To sum it: There is enough time for black to create activate counterplay.

Premium Chessgames Member
  Pawn and Two: <whiteshark & Benzol> Fritz verified that 36...b5?, in Belavenets & Yudovich's line, is an error that would have allowed White to gain a small advantage.

Fritz preferred 35...Rxh5 36.Rb7, and now: (-.23) (23 ply) 36...Ra5 37.Rxb6 Ra7 38.Rf2 Rfa8 39.Ra2 Ra5 40.Rb7 h5 41.g3 g6; or (-.17) (23 ply) 36...Rc8 37.Rfxf7 Rg5 38.Rfc7 Rxc7 39.Rxc7 Rg3 40.Rb7 Rxb3 41.a5 Ra3 42.axb6 Rb3 43.Kf2 e5.

Premium Chessgames Member
  Pawn and Two: At move 45, Levenfish missed a draw.

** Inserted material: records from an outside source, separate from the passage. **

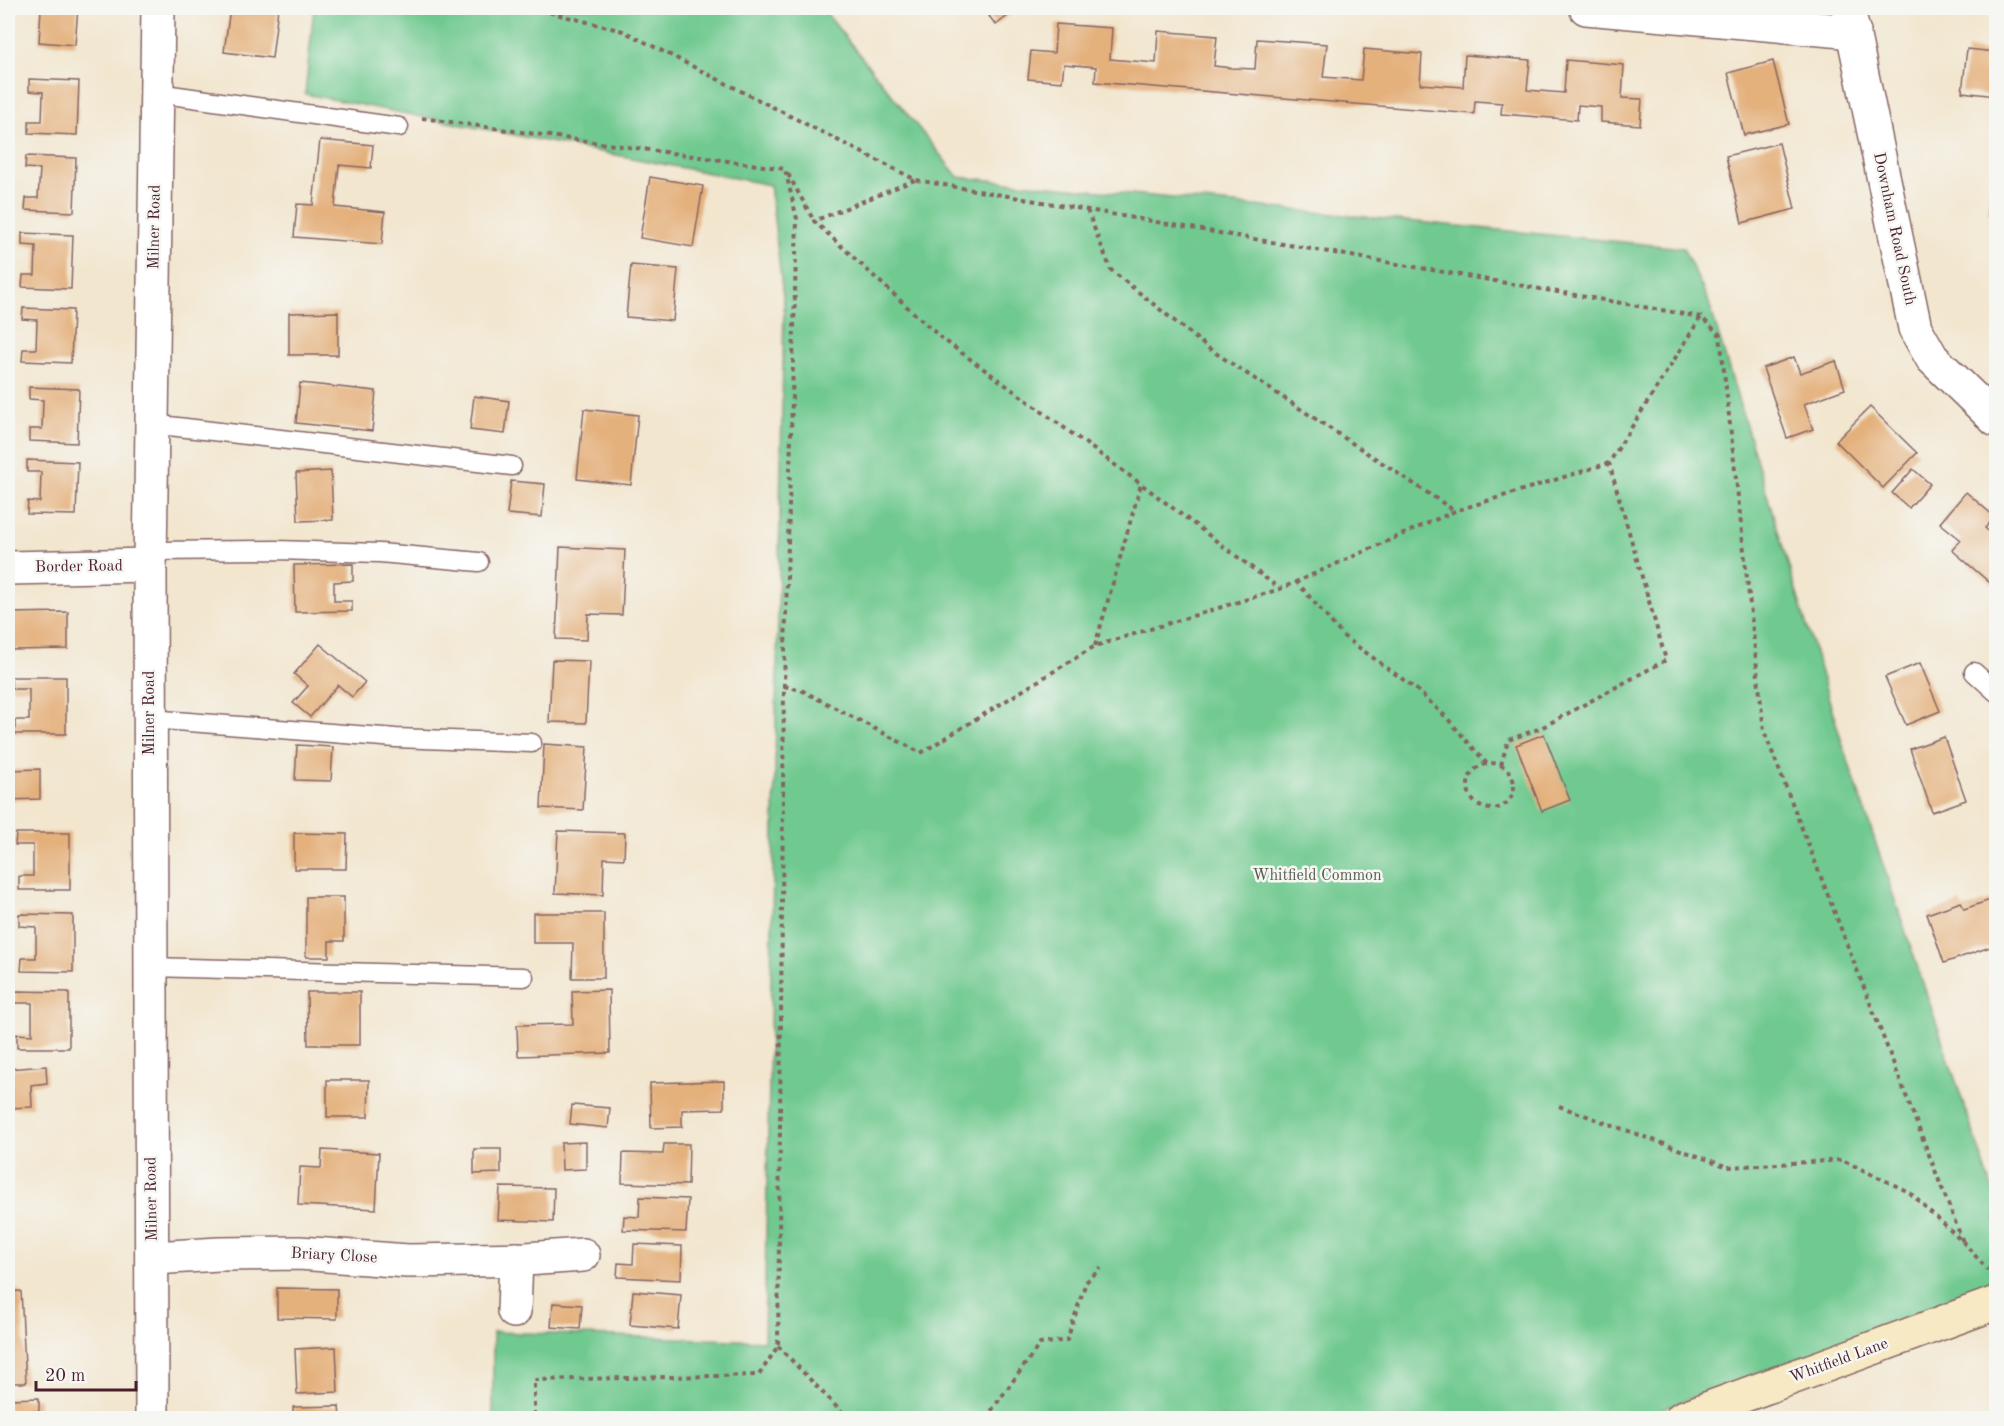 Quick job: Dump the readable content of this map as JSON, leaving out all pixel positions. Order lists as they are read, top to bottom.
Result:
{
  "streets": {
    "street": [
      "Milner Road",
      "Downham Road South",
      "Border Road",
      "Briary Close",
      "Whitfield Lane"
    ]
  },
  "crossings": [
    ["Milner Road", "Border Road"],
    ["Milner Road", "Briary Close"]
  ],
  "parks": ["Whitfield Common"],
  "scale_bar": "20 m"
} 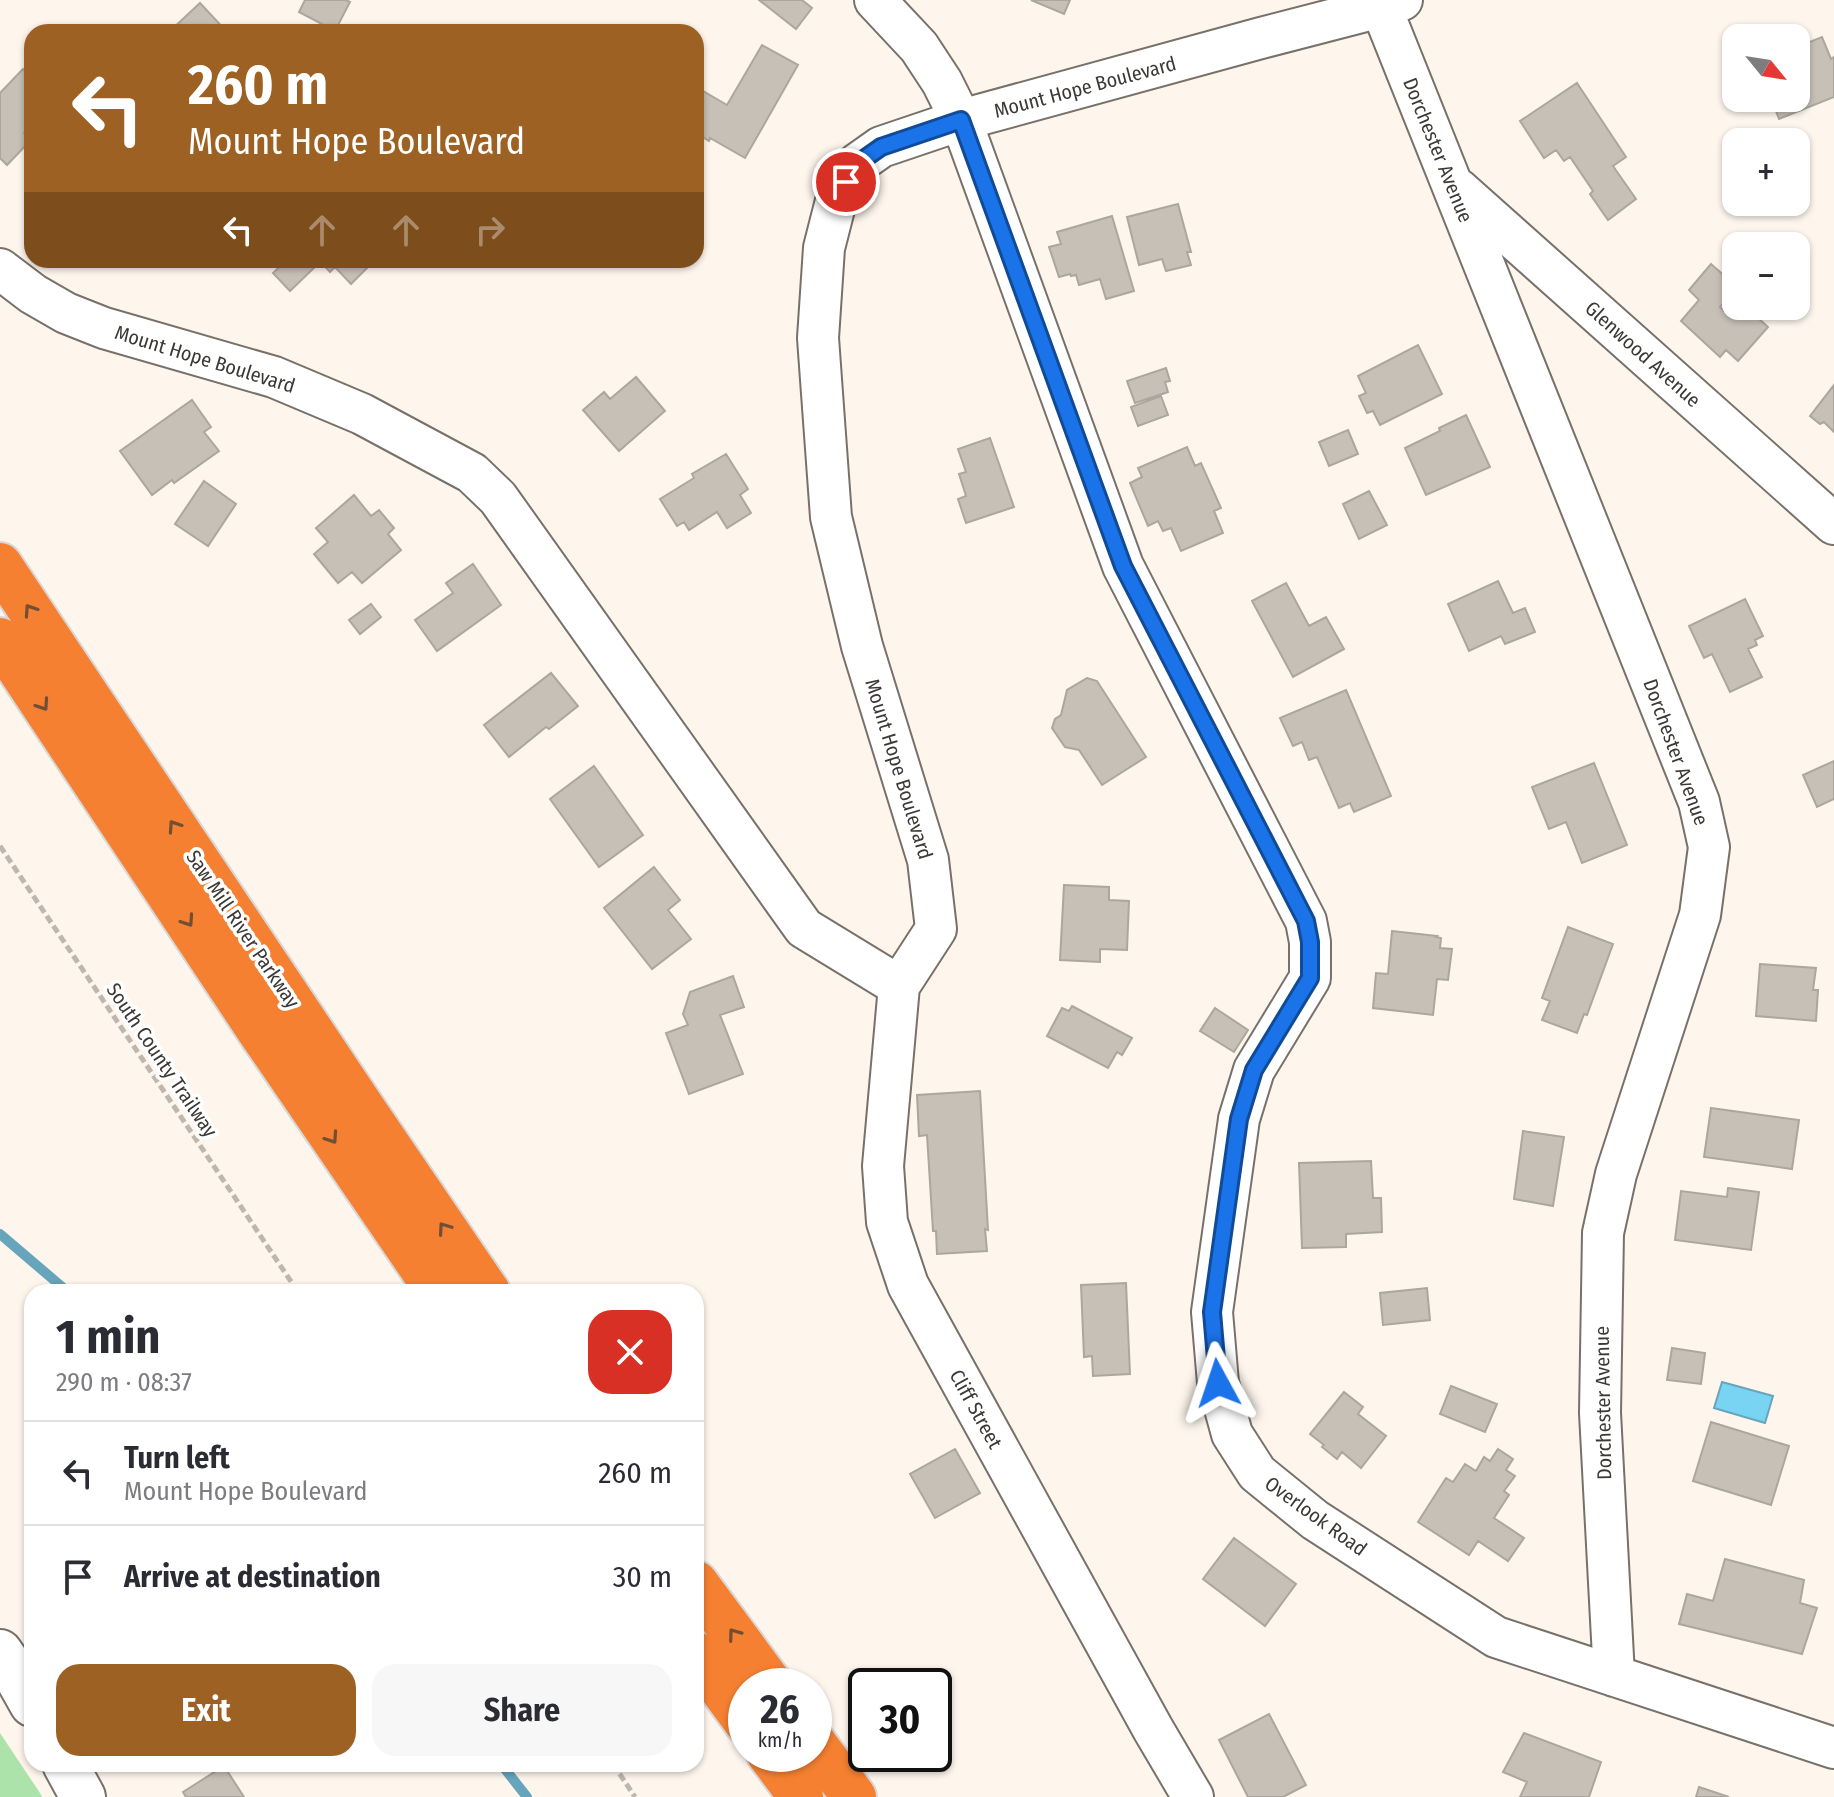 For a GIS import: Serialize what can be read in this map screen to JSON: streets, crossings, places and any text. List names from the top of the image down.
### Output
{
  "streets": {
    "highway": ["Saw Mill River Parkway"],
    "street": [
      "Mount Hope Boulevard",
      "Dorchester Avenue",
      "Glenwood Avenue",
      "Cliff Street",
      "Overlook Road"
    ],
    "path": ["South County Trailway"]
  },
  "crossings": [
    ["Mount Hope Boulevard", "Dorchester Avenue"],
    ["Mount Hope Boulevard", "Cliff Street"],
    ["Mount Hope Boulevard", "Overlook Road"],
    ["Dorchester Avenue", "Glenwood Avenue"],
    ["Dorchester Avenue", "Overlook Road"]
  ],
  "north": "bottom right",
  "page": {
    "map_buttons": ["+", "−"],
    "turn": ["260 m", "Mount Hope Boulevard"],
    "heading": ["1 min", "290 m · 08:37"],
    "list": [
      {
        "name": "Turn left",
        "note": "Mount Hope Boulevard",
        "value": "260 m"
      },
      {
        "name": "Arrive at destination",
        "value": "30 m"
      }
    ],
    "buttons": ["Exit", "Share"],
    "speed": "26 km/h",
    "limit": "30"
  }
}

At that point, any of three moves would have enabled him to draw: 45...Kh8 46.Rcd7 Rc8 47.g6 Rxb3 48.Rxe4 Rb2 49.Rde7 Rf8 50.Re8 Kg8 51.Rxf8 Kxf8; or 45...Rxb3 46.Rxg7+ Kh8 47.gxh6 Rb1+ 48.Kf2 Rb2+ 49.Ke3 Re2+ 50.Kf4 Rf8+ 51.Ke5 Re8+; or 45...e3 46.Rxe3 hxg5 47.Ree7 Rxb3 48.Rxg7+ Kh8 49.Rh7+ Kg8 50.Rcg7+ Kf8.
Jan-23-10  nescio: Having seen this game before I seem to remember that Black resigned after 49.Rxg7+, which is also given by 365chess: It would mean that the last four moves are merely analysis, albeit rather forced. Can someone confirm?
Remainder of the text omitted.